In this contribution, the evolution of the crystal structure and the consequent effects on the microwave dielectric responses of the Sn4+-substituted Li3Mg2–x/3Sn x Nb1–2x/3O6 (0 ≤ x ≤ 1.5) ceramics were investigated as a function of the doping content. Interestingly, a wide range of solid solution (0 ≤ x ≤ 1.1) was obtained by the complex substitutions of Sn ions, and a composition-driven phase transition from the orthorhombic to cubic phase accompanied by an order–disorder transformation occurring in the range of 0.1 ≤ x ≤ 0.7. During the process of the phase transition, high-resolution transmission electron microscopy images showed the presence of a coherent phase boundary between the orthorhombic and cubic phases, which was formed owing to their similar rock-salt crystal configurations and small mismatches in the subcell–lattice parameters. Besides, the electron diffraction patterns indicated that the specimen with relatively low Sn concentration (x = 0.2) contained reconstructed superlattices. The unique layered structure of the end-member Li3Mg2NbO6 constrained the form of the substitution for the dopant ions, where the nonequivalent ions (Sn4+) were expected to enter into the Nb–Mg–Nb clusters in the Nb-rich layers preferentially, which was likely to be the cause of the formation of the reconstructed superlattices.
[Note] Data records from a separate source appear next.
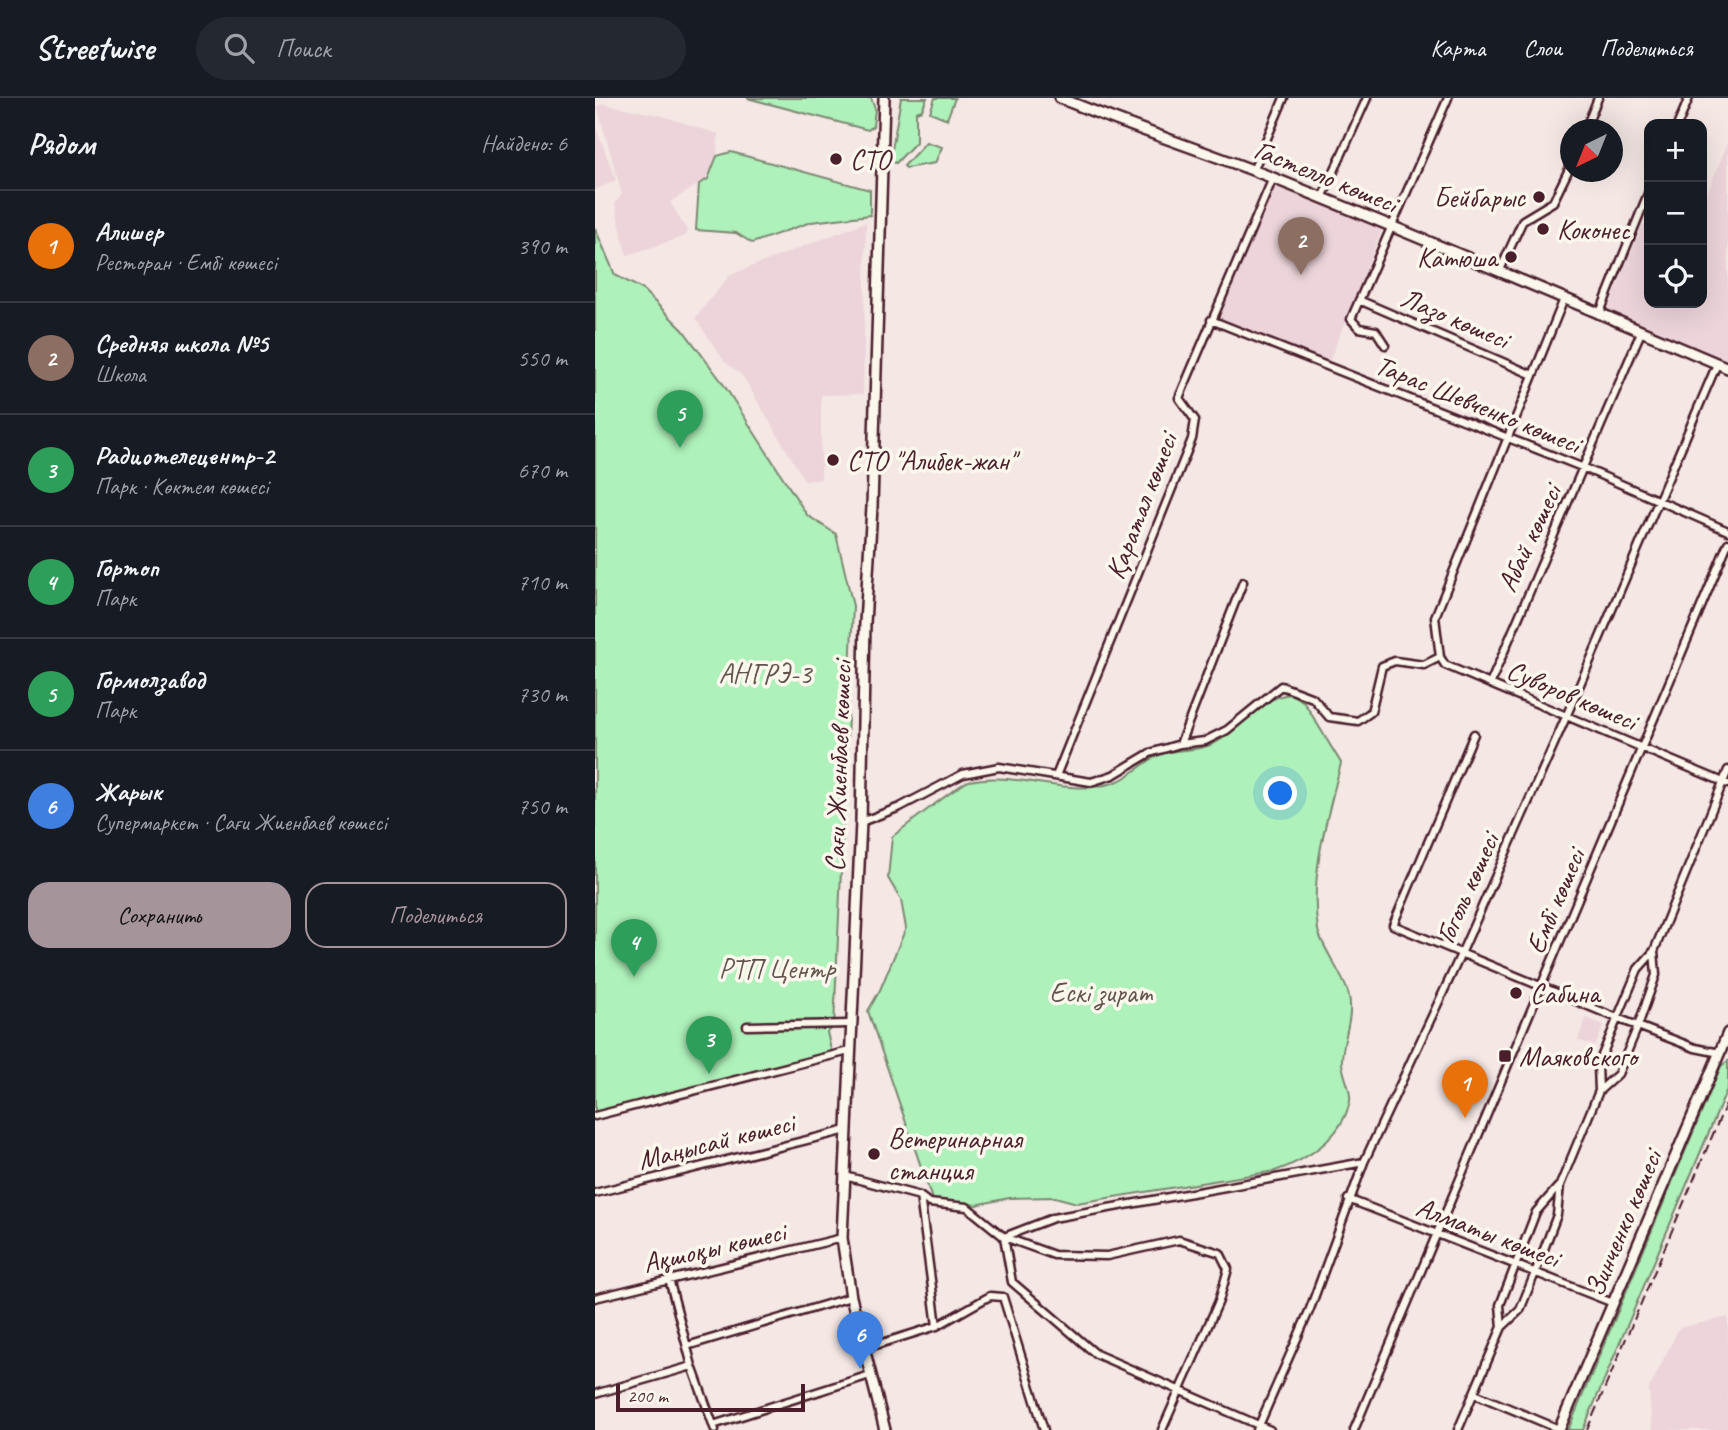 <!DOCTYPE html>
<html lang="ru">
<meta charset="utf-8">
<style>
body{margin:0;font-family:Caveat,sans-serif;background:#242831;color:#f1f3f6}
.controls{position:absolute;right:21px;top:21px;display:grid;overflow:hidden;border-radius:14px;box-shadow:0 7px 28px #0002}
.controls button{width:63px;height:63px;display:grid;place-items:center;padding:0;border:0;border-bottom:2px solid #363941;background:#171b24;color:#f1f3f6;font:35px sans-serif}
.compass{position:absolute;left:965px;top:21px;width:63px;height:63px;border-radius:50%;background:#171b24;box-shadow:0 7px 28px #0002;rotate:223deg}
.scale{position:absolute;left:21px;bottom:18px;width:189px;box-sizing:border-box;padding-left:7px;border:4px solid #4a1f2b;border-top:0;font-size:19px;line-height:24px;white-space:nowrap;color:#4a1f2b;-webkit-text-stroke:5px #fbf7ec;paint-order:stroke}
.you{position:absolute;left:686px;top:696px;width:24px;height:24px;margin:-18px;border:5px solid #fff;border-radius:50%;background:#1a73e8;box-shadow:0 0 0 10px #1a73e833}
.badge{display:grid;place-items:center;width:46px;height:46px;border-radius:50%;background:#a6949b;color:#fff;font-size:23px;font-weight:700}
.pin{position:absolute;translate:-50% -58px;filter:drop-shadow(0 2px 4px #0008)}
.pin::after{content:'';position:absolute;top:37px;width:24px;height:21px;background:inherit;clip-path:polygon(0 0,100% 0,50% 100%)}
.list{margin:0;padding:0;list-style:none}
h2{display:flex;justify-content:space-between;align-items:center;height:91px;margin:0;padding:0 28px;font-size:30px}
h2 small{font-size:23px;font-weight:400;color:#9ea1a6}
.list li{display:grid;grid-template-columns:46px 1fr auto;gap:21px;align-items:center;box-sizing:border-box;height:112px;padding:0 28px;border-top:2px solid #363941}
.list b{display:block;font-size:26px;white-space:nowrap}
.list p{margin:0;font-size:23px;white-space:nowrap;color:#9ea1a6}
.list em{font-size:23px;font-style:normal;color:#9ea1a6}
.actions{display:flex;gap:14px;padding:21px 28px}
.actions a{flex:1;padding:16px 0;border:2px solid #a6949b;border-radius:21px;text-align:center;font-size:24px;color:#a6949b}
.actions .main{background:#a6949b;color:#111}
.icon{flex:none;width:38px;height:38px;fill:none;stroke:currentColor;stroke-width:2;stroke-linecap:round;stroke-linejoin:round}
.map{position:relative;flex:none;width:1133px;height:1332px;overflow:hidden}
header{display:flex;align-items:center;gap:42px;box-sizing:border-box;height:98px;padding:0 35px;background:#171b24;border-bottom:2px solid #363941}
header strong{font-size:33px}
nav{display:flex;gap:38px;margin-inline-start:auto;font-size:24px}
.search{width:490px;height:63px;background:#242831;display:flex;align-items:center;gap:18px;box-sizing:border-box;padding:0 24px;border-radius:38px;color:#9ea1a6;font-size:26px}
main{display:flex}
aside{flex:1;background:#171b24}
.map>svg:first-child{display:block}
.built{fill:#ecd4da}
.green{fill:#aef1ba;stroke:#7c8872;stroke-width:2}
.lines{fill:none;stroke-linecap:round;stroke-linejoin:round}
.street-casing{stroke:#4a1f2b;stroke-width:11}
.secondary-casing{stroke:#4a1f2b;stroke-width:14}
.street{stroke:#fbf7ec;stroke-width:6}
.secondary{stroke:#fbf7ec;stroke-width:9}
.rail{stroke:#4a1f2b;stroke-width:2;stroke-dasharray:10 5;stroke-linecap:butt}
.poi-dot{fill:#4a1f2b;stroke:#fbf7ec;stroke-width:2.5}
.labels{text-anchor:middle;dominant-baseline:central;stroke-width:7;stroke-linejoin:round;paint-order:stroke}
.poi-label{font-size:28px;fill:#4a1f2b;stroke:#fbf7ec;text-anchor:start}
.street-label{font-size:28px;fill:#4a1f2b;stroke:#fbf7ec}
.park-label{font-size:28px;fill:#63544f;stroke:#fbf7ec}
</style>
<header>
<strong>Streetwise</strong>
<div class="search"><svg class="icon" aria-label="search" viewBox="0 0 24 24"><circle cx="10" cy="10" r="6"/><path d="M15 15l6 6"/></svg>Поиск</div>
<nav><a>Карта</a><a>Слои</a><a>Поделиться</a></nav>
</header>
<main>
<aside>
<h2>Рядом<small>Найдено: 6</small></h2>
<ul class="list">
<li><span class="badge" style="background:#e8710a">1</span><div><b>Алишер</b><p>Ресторан · Ембі көшесі</p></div><em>390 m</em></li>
<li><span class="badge" style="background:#8d6e63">2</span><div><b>Средняя школа №5</b><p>Школа</p></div><em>550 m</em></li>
<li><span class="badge" style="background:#2e9e5b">3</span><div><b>Радиотелецентр-2</b><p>Парк · Көктем көшесі</p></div><em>670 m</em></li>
<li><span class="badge" style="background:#2e9e5b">4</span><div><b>Гортоп</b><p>Парк</p></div><em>710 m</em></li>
<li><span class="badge" style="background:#2e9e5b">5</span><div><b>Гормолзавод</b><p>Парк</p></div><em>730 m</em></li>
<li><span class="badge" style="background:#3f7fe0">6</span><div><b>Жарык</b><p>Супермаркет · Сағи Жиенбаев көшесі</p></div><em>750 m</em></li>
</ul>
<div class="actions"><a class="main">Сохранить</a><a>Поделиться</a></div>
</aside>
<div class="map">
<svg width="1133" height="1332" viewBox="0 0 1133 1332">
<rect width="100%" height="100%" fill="#f4e7e4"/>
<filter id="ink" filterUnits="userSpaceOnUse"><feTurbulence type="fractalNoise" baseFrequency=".0143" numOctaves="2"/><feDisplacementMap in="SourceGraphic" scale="14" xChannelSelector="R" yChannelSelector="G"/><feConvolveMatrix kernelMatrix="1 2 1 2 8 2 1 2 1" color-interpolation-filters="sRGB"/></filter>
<g filter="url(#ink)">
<!-- built -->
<path class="built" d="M9 6 64 17 123 36 122 58 112 81 75 104 93 134 90 138 33 157 31 155 20 105 27 96 2 8Z
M0 27 21 82 0 92Z
M1133 44V264L1012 214 1048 126 1054 129V205H1107V108Z
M678 87 787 131 733 266 624 222Z
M271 124 268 296 226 297V381L210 383 147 277 130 264 100 220 135 177Z
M991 920 1009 927 1000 948 983 942Z
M1133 1219V1332H1057L1054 1291 1084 1230Z"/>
<!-- green -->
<path class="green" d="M152 0H276L280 11 278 28 273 32Z
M306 0H332L327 12 321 14V44L301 65 295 63Z
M340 0H360L352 21 335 14Z
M331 44 347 49 340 65 311 70 309 68Z
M136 54 275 92V117L216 124 157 145 141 135 101 132 104 86 113 81 122 58Z
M0 130 20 177 47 191 88 232 127 284 212 417 241 436 258 508 239 928 232 934 238 961 0 1021Z
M696 596 709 604 746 665C733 718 714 776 723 832 725 845 747 876 753 894 760 918 748 938 747 962 746 975 757 991 755 1003 747 1040 712 1062 680 1073L482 1105 460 1099 414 1100 381 1107 337 1101 273 913 285 892 311 830 306 802 293 780 297 739C308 730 365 686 374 683 422 672 474 701 521 684 537 678 549 663 566 656 585 650 604 654 622 644 649 629 664 599 696 596Z
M1133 963V989L988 1332H973L1126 968Z"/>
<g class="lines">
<defs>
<path id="street" d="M1083 26 1094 0
M990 32 1003 0
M658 73 689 0
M727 100 772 0
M905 172 928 122 958 104 976 67
M969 201 840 519 845 559 850 567 1133 686
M764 202 938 277
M1004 217 1054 93
M616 222 989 370 1133 433
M790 247 781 233 764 230 756 221 853 0
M895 586 1046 234
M879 636 798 827 1022 920 1100 950 1125 955
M585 646 648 484
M461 678 597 341 600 322 584 300 678 80
M266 724 305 709 368 676 404 669 496 684 518 677 555 655 585 646 610 643 632 632 686 588 718 600 734 619 763 623 776 614 787 568 800 563 829 567 845 559
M152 928 255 926
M1004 993 1023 976 1043 928 1061 877 1059 853
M0 1018 254 953
M250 1078 325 1098 334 1105 372 1109 409 1139 459 1157 512 1158 584 1142 625 1155 633 1171 624 1203 567 1332
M0 1095 252 1032
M325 1098 342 1228
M753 1101 1018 1205
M409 1139 458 1120 769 1064
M409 1139 417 1184 501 1256 675 1332
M74 1181 97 1268 120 1332
M408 1199 449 1332
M0 1200 247 1140
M907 1229 905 1207 941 1114 963 1089
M92 1248 256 1199
M268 1251 342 1228 395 1198 408 1199
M0 1296 97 1268
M880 1296 964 1331
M118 1327 275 1277
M662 1332 715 1211 769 1064 866 856 971 619 1122 266
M759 1332 1133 445
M863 1332 907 1229 925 1212 940 1175 962 1117 965 1087 1004 993 1003 967 1043 871 1059 853 1133 672"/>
<path id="secondary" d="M289 0 277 409 270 525 266 724 247 1140 256 1199 290 1332
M465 0C535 29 607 52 678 80 831 141 982 206 1133 270
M964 1332 1133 935"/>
</defs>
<!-- street casing -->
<use href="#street" class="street-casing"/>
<!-- secondary casing -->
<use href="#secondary" class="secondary-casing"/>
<!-- street -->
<use href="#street" class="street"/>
<!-- secondary -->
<use href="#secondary" class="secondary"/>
<!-- rail -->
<path class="rail" d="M992 1332 1133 1001"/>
</g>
</g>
<!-- markers -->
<g class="poi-dot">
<circle cx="241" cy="61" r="7"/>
<circle cx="944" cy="99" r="7"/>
<circle cx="948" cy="131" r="7"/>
<circle cx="916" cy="159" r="7"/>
<circle cx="238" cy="362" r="7"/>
<circle cx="921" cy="895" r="7"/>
<rect x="903" y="951" width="14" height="14" rx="3.5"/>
<circle cx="279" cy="1056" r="7"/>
</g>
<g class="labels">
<!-- poi labels -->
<g class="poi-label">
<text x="255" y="61">СТО</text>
<text x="930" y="99" text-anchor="end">Бейбарыс</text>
<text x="962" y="131">Коконес</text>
<text x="902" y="159" text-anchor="end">Катюша</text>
<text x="252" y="362">СТО "Алибек-жан"</text>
<text x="935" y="895">Сабина</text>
<text x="924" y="958">Маяковского</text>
<text x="293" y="1040">Ветеринарная<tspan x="293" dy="32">станция</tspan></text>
</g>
<!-- street labels -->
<g class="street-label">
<text transform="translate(731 78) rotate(22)">Гастелло көшесі</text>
<text transform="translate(860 220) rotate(23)">Лазо көшесі</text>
<text transform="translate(883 306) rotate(22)">Тарас Шевченко көшесі</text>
<text transform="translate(546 408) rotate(-69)">Қаратал көшесі</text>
<text transform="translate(934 440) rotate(-65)">Абай көшесі</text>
<text transform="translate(977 597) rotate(23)">Суворов көшесі</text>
<text transform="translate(243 668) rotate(-88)">Сағи Жиенбаев көшесі</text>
<text transform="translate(872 790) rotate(-66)">Гоголь көшесі</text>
<text transform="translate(960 803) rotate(-67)">Ембі көшесі</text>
<text transform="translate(121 1043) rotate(-14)">Маңысай көшесі</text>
<text transform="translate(1028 1125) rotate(-67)">Зинченко көшесі</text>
<text transform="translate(893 1134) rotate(21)">Алматы көшесі</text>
<text transform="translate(119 1149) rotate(-13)">Ақшоқы көшесі</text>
</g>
<!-- park labels -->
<g class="park-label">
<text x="170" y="575">АНГРЭ-3</text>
<text x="182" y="870">РТП Центр</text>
<text x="506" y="894">Ескі зират</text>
</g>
</g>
</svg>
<div class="controls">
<button>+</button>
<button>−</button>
<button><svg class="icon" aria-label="locate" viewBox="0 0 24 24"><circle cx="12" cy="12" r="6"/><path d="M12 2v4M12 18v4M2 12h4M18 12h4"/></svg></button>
</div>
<svg class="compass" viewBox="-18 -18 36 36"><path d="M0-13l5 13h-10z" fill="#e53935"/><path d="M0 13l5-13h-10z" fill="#9ea1a6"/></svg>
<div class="scale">200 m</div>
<div class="you"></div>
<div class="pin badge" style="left:870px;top:1020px;background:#e8710a">1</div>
<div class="pin badge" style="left:706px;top:177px;background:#8d6e63">2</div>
<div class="pin badge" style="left:114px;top:976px;background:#2e9e5b">3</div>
<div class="pin badge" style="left:39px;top:879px;background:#2e9e5b">4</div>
<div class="pin badge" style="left:85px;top:350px;background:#2e9e5b">5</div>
<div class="pin badge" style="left:265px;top:1271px;background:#3f7fe0">6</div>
</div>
</main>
The substitution-induced superlattices were highly related to the low dielectric loss of the specimens, and a small amount of Sn doping (0 ≤ x ≤ 0.3 mol) also lowered the internal strain of the samples. As the Sn concentration increased from 0 to 0.3, the quality factors (Q × f) were significantly enhanced from 91,700 to 118,700 GHz with the emergence of the reconstructed superlattices and the lowered internal strain.